▸ INSTRUCTIONS FOR THE TASK:
Provide only the number of lines in the data below that contain the word "Austurbrún".

----- GIVEN DATA

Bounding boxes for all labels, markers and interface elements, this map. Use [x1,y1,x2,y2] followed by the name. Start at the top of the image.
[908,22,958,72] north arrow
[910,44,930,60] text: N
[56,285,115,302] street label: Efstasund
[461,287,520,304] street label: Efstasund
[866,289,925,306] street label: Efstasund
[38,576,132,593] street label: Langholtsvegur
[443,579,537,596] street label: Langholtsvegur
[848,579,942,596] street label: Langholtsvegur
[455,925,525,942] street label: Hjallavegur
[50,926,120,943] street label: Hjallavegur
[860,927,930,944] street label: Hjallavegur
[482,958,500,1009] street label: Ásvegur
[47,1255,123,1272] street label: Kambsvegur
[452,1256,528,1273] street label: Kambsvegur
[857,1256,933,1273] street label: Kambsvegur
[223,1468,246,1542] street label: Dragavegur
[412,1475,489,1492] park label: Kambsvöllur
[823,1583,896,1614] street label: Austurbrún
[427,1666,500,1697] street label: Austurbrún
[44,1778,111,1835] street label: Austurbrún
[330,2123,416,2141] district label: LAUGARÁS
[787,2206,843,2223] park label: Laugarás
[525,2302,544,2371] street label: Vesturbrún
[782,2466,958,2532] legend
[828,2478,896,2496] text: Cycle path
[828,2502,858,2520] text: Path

----------

▸ EXERCISE SOLUTION:
3